Several improvements can be made to the present model. An obvious deficiency (also present in other models) is that the genotype-specific incidence rates are computed for broad age categories (mostly 5 years). Thus, for example, the incidence rates are assumed constant over the period 30–34, but different from those at 29 years or age 35 years. This leads to substantial steps in carrier probabilities and predicted risks that could be improved by smoothing. As more data become available, we plan to refit the model in order to obtain more accurate estimates of the BRCA1 and BRCA2 allele frequencies and penetrances and of the polygenic component. In addition to the breast and ovarian cancer risks, there is evidence that BRCA1 and BRCA2 mutations confer increased risks of other cancers such as prostate cancer and pancreatic cancer (The Breast Cancer Linkage Consortium, 1999
; Thompson and Easton, 2002
).

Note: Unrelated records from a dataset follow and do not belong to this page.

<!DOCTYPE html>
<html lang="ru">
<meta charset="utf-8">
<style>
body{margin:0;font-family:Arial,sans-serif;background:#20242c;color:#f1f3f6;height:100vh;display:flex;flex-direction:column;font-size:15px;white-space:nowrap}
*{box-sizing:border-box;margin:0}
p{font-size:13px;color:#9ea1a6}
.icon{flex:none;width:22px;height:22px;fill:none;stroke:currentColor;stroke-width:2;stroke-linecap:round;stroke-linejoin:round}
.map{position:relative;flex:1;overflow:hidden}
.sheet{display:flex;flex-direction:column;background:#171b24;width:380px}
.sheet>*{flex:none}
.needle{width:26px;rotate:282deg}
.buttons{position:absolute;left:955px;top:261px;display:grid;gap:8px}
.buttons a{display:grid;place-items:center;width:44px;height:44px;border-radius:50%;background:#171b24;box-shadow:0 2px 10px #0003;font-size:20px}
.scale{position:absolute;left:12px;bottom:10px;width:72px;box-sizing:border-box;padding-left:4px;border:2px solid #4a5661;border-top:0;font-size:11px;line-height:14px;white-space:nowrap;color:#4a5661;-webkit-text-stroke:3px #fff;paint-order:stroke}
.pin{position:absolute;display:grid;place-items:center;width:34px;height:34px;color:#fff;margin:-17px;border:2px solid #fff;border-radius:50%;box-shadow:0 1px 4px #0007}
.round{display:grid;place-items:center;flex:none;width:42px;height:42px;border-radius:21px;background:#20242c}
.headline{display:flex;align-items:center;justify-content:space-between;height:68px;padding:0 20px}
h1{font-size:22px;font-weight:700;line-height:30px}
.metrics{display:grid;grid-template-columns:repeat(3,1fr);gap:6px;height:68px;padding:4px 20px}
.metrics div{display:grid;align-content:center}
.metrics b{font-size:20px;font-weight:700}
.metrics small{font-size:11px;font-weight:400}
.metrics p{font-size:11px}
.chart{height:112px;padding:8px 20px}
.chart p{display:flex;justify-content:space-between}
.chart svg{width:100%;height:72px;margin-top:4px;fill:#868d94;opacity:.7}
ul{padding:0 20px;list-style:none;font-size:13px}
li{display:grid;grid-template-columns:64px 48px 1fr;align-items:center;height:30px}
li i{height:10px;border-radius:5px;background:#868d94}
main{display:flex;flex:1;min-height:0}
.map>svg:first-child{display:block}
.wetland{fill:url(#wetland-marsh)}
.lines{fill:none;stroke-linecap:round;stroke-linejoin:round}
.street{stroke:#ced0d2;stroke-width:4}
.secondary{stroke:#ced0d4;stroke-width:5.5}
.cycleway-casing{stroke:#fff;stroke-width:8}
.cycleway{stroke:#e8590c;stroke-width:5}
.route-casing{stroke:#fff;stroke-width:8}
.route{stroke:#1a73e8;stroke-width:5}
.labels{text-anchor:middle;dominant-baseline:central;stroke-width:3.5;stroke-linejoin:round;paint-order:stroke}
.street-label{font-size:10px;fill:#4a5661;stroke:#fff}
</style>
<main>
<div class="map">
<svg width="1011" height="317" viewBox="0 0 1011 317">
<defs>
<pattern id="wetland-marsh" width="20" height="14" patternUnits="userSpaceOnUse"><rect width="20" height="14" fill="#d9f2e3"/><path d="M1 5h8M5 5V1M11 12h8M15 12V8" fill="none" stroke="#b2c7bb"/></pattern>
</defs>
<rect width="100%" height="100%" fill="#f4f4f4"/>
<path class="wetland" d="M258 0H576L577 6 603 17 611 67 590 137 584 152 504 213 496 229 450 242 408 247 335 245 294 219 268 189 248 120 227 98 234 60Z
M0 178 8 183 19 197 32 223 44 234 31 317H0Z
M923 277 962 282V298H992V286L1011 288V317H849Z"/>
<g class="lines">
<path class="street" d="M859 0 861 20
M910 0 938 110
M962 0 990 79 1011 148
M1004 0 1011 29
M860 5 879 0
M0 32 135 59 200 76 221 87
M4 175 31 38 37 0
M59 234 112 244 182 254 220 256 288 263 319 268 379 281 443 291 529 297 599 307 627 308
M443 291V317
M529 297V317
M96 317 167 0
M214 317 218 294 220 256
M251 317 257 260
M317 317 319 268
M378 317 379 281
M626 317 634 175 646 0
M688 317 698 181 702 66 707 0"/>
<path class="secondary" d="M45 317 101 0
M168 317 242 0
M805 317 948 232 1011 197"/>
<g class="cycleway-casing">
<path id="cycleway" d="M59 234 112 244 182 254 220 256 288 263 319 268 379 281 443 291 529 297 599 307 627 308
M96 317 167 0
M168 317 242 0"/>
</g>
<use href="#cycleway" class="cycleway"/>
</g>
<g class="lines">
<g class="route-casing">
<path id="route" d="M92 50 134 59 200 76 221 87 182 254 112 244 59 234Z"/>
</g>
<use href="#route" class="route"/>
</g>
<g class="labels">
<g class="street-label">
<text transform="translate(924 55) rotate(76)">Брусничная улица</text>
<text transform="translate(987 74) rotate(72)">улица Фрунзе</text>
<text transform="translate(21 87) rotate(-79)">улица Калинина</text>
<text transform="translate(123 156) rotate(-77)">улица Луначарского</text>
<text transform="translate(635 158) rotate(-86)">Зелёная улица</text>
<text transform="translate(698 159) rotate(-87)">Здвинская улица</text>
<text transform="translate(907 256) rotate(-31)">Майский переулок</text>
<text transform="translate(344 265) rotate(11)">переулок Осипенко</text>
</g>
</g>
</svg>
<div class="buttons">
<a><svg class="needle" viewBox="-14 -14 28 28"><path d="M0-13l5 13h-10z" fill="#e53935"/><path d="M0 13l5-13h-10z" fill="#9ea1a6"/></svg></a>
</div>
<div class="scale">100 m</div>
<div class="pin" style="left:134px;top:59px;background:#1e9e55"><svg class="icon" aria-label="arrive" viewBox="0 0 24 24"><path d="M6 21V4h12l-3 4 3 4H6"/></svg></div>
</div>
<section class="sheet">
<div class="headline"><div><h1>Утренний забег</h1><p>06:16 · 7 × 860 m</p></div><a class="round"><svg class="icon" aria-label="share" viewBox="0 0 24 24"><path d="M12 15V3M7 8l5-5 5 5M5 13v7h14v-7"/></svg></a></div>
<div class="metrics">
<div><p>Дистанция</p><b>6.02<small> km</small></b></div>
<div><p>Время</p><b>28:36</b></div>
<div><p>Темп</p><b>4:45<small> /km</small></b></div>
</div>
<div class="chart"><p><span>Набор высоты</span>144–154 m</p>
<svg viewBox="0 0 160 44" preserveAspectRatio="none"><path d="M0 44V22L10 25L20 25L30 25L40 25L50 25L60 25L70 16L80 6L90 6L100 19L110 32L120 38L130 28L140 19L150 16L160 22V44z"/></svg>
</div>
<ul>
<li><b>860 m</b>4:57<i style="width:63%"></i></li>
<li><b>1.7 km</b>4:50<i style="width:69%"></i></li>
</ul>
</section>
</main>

The model can be extended straightforwardly to incorporate such information. BRCA1- and BRCA2-associated breast cancer tumours have also been reported to have different pathological characteristics from one another, and also from sporadic and other familial tumours (Breast Cancer Linkage Consortium, 1997
; Lakhani et al, 1998
; Lakhani et al, 2000
; Lakhani et al, 2002
). Incorporating pathological information into the model would improve the accuracy of carrier prediction. In principle, the model can also be extended to incorporate nongenetic risk factors, such as parity, breast feeding and age at menopause. This, however, requires precise estimates of these effects in BRCA1 and BRCA2 carriers.
Finally, the model can be extended to account for the effects of other susceptibility genes. The polygenic component in BOADICEA represents the combined effects of low-penetrance breast cancer susceptibility genes. To date, only two low-penetrance breast cancer susceptibility genes, ATM and CHEK2, have been reliably identified (Swift et al, 1990
; The CHEK2-Breast Cancer Consortium 2002
). In the case of CHEK2, the truncating variant 1100delC confers a relative risk of breast cancer approximately two-fold; this relative risk appears to be independent of FH, and this gene fits well as a component of a multiplicative polygenic model. As other such genes are identified, the model can be extended to allow explicitly for their effects.